=== Supplied records ===
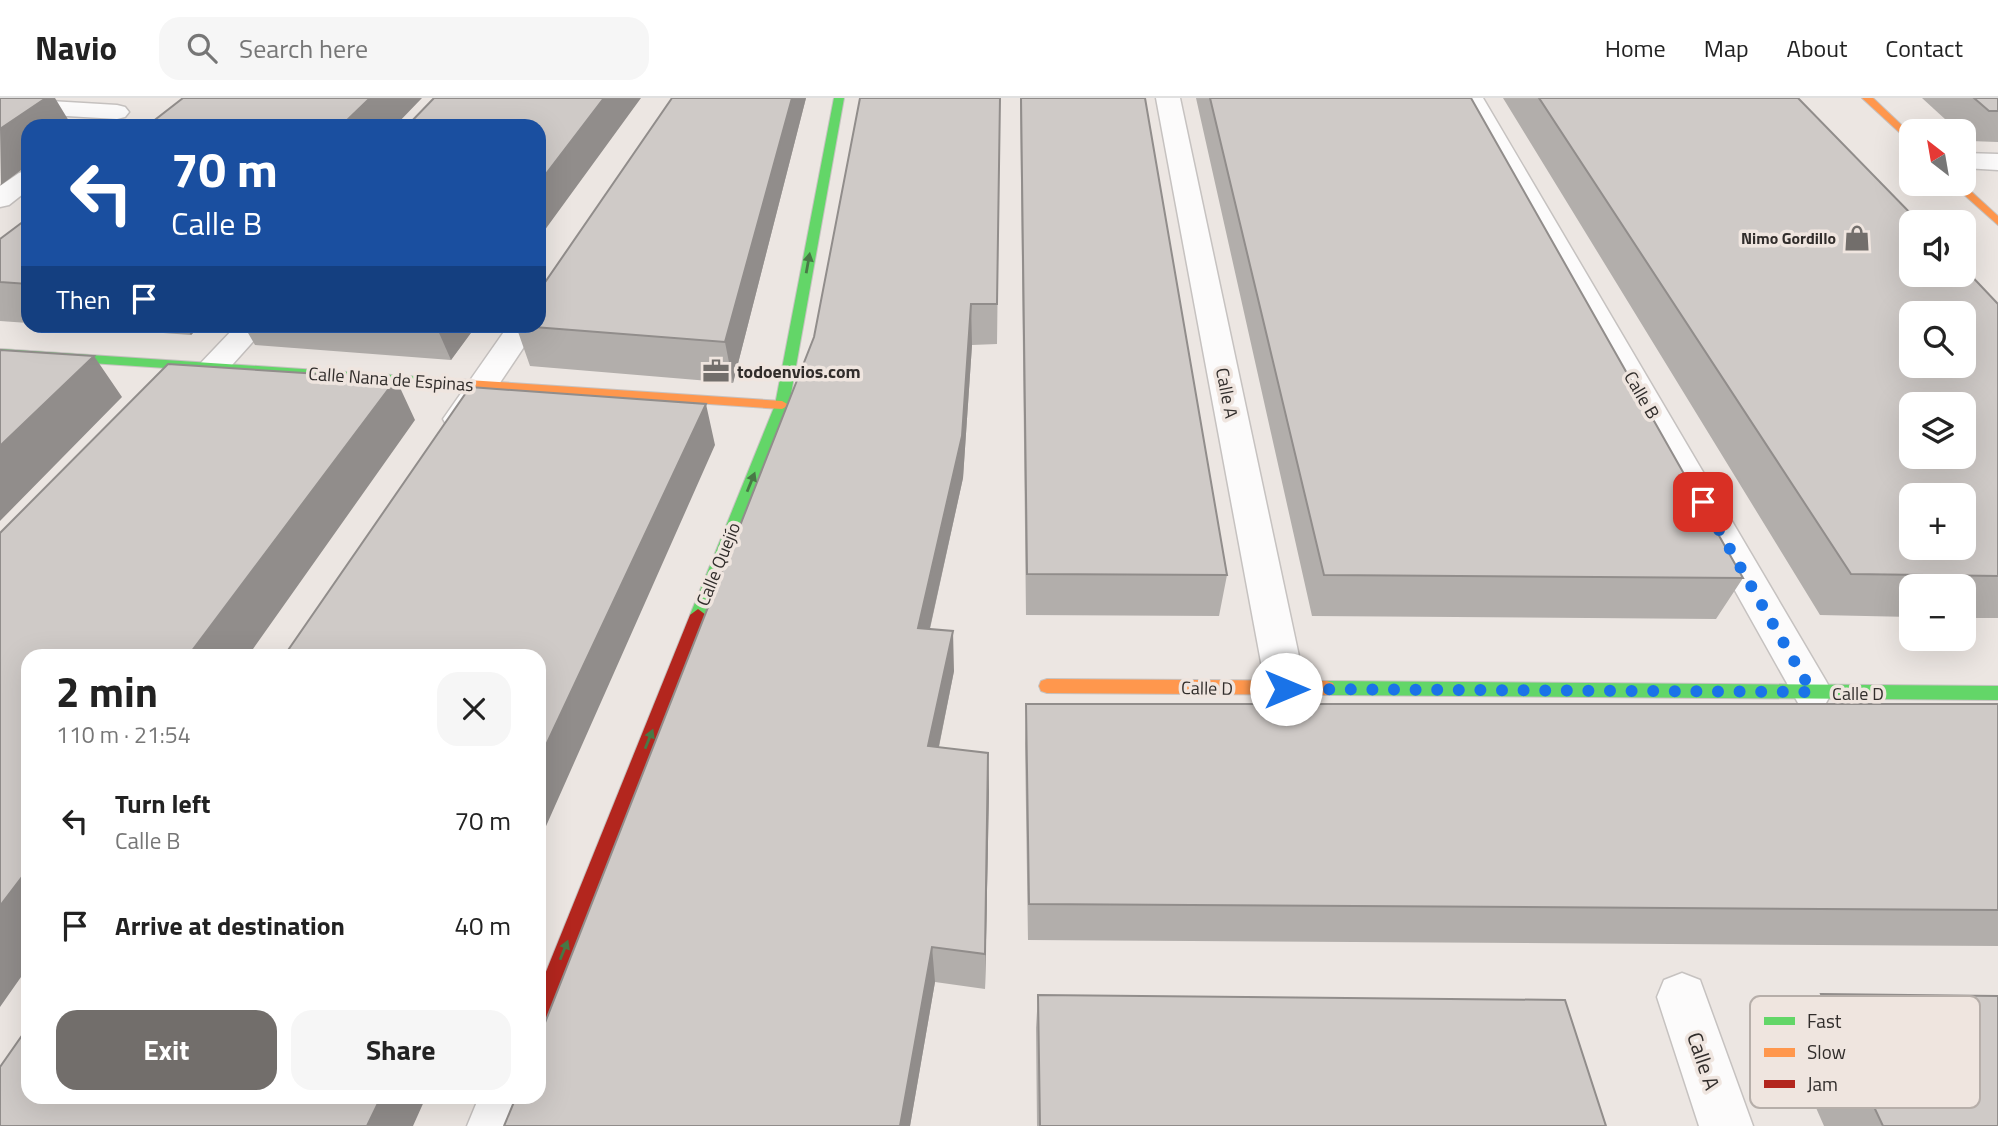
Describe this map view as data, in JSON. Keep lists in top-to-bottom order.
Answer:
{
  "streets": {
    "street": [
      "Calle Nana de Espinas",
      "Calle A",
      "Calle B",
      "Calle Quejío",
      "Calle D"
    ]
  },
  "crossings": [
    ["Calle Nana de Espinas", "Calle Quejío"],
    ["Calle A", "Calle D"],
    ["Calle B", "Calle D"]
  ],
  "one_way": ["Calle Quejío"],
  "places": {
    "shop": ["Nimo Gordillo"],
    "office": ["todoenvios.com"]
  },
  "legend": ["Fast", "Slow", "Jam"],
  "north": "top left",
  "page": {
    "header": "Navio",
    "search": "Search here",
    "nav": [
      "Home",
      "Map",
      "About",
      "Contact"
    ],
    "map_buttons": ["+", "−"],
    "turn": ["70 m", "Calle B"],
    "then": "Then",
    "heading": ["2 min", "110 m · 21:54"],
    "list": [
      {
        "name": "Turn left",
        "note": "Calle B",
        "value": "70 m"
      },
      {
        "name": "Arrive at destination",
        "value": "40 m"
      }
    ],
    "buttons": ["Exit", "Share"]
  }
}
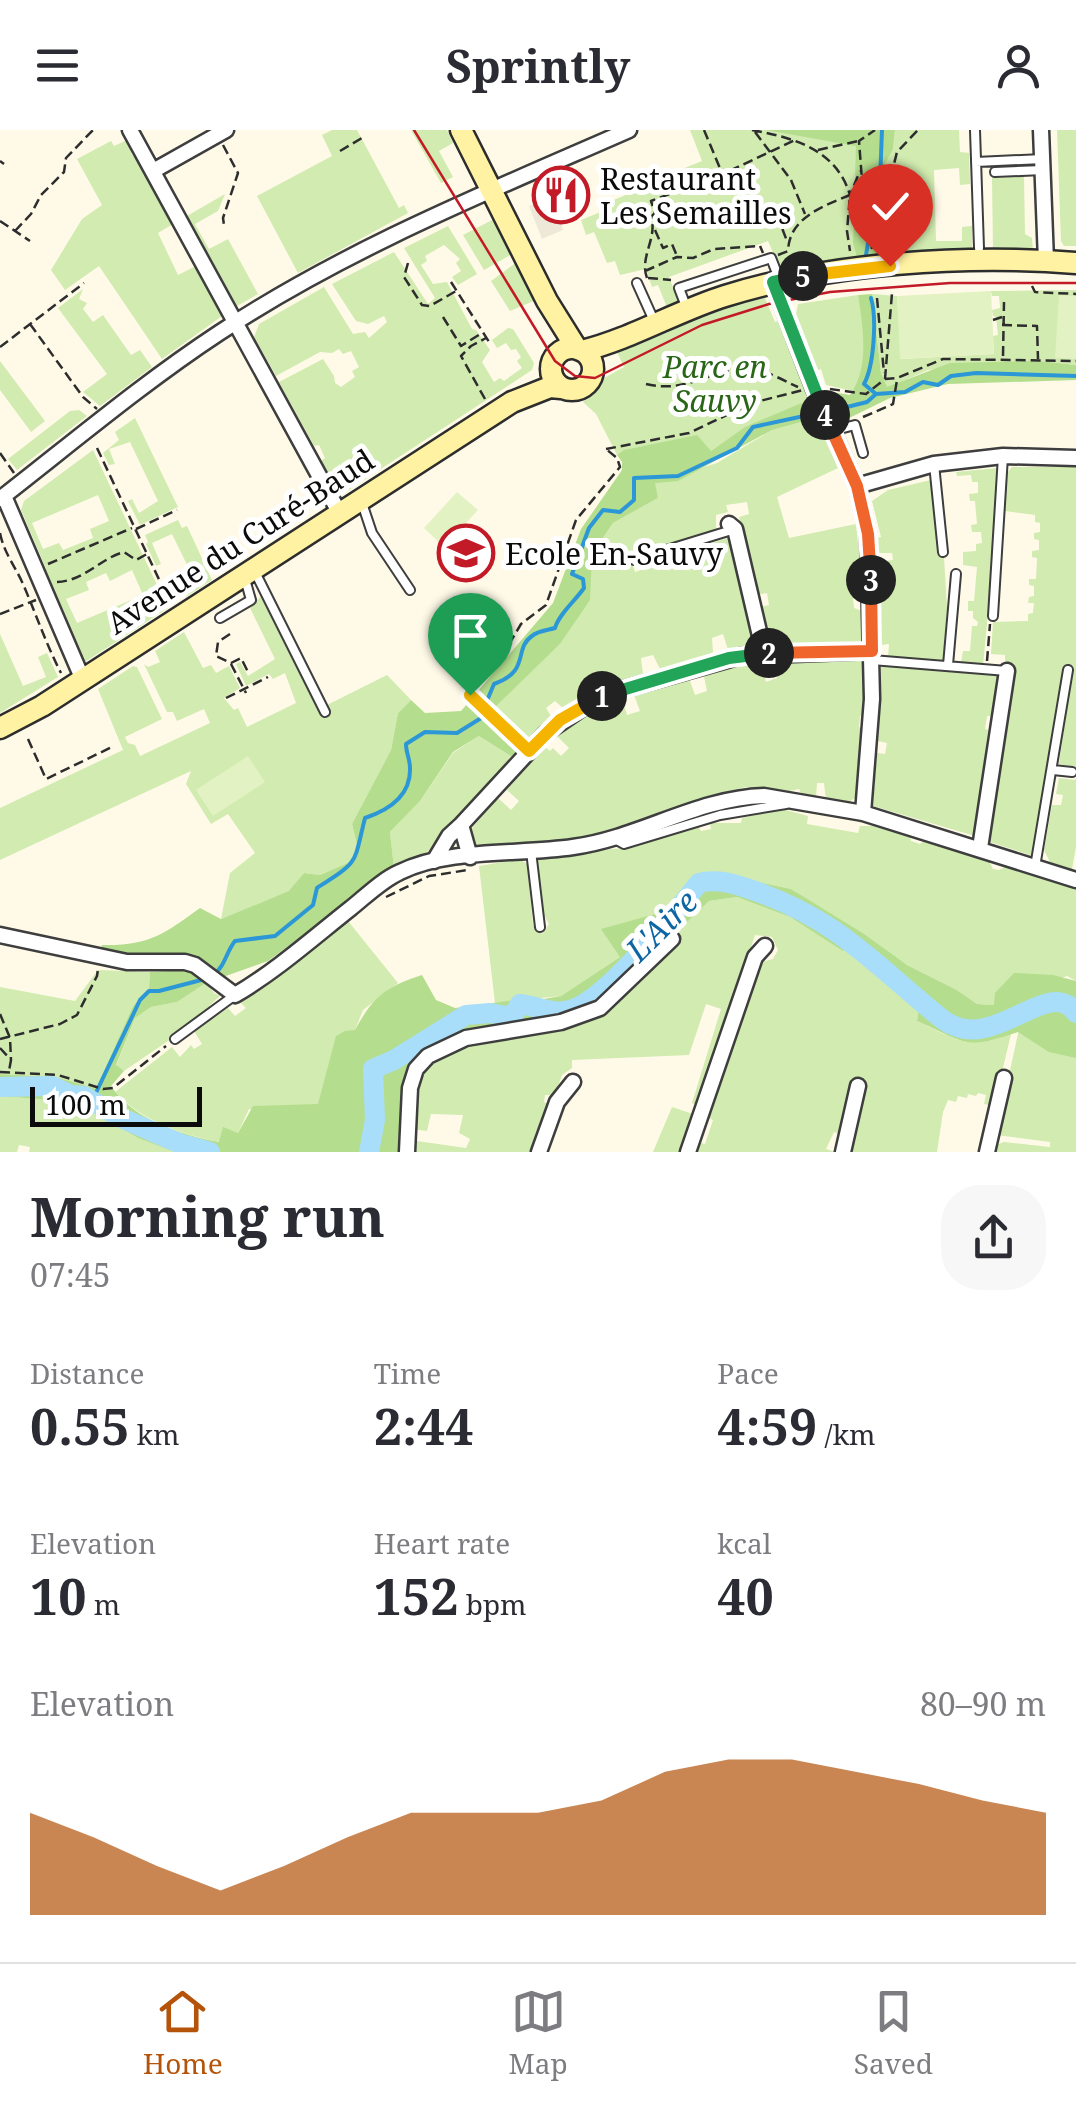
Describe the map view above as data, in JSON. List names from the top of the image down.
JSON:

=== Your instructions ===
Exact copy, no pictures: reproduce the whole listing above.

=== Solved exercise ===
Describe this map view as data, in JSON. Keep lists in top-to-bottom order.
Answer:
{
  "streets": {
    "street": [
      "Calle Nana de Espinas",
      "Calle A",
      "Calle B",
      "Calle Quejío",
      "Calle D"
    ]
  },
  "crossings": [
    ["Calle Nana de Espinas", "Calle Quejío"],
    ["Calle A", "Calle D"],
    ["Calle B", "Calle D"]
  ],
  "one_way": ["Calle Quejío"],
  "places": {
    "shop": ["Nimo Gordillo"],
    "office": ["todoenvios.com"]
  },
  "legend": ["Fast", "Slow", "Jam"],
  "north": "top left",
  "page": {
    "header": "Navio",
    "search": "Search here",
    "nav": [
      "Home",
      "Map",
      "About",
      "Contact"
    ],
    "map_buttons": ["+", "−"],
    "turn": ["70 m", "Calle B"],
    "then": "Then",
    "heading": ["2 min", "110 m · 21:54"],
    "list": [
      {
        "name": "Turn left",
        "note": "Calle B",
        "value": "70 m"
      },
      {
        "name": "Arrive at destination",
        "value": "40 m"
      }
    ],
    "buttons": ["Exit", "Share"]
  }
}
Describe the map view above as data, in JSON. List names from the top of the image down.
JSON:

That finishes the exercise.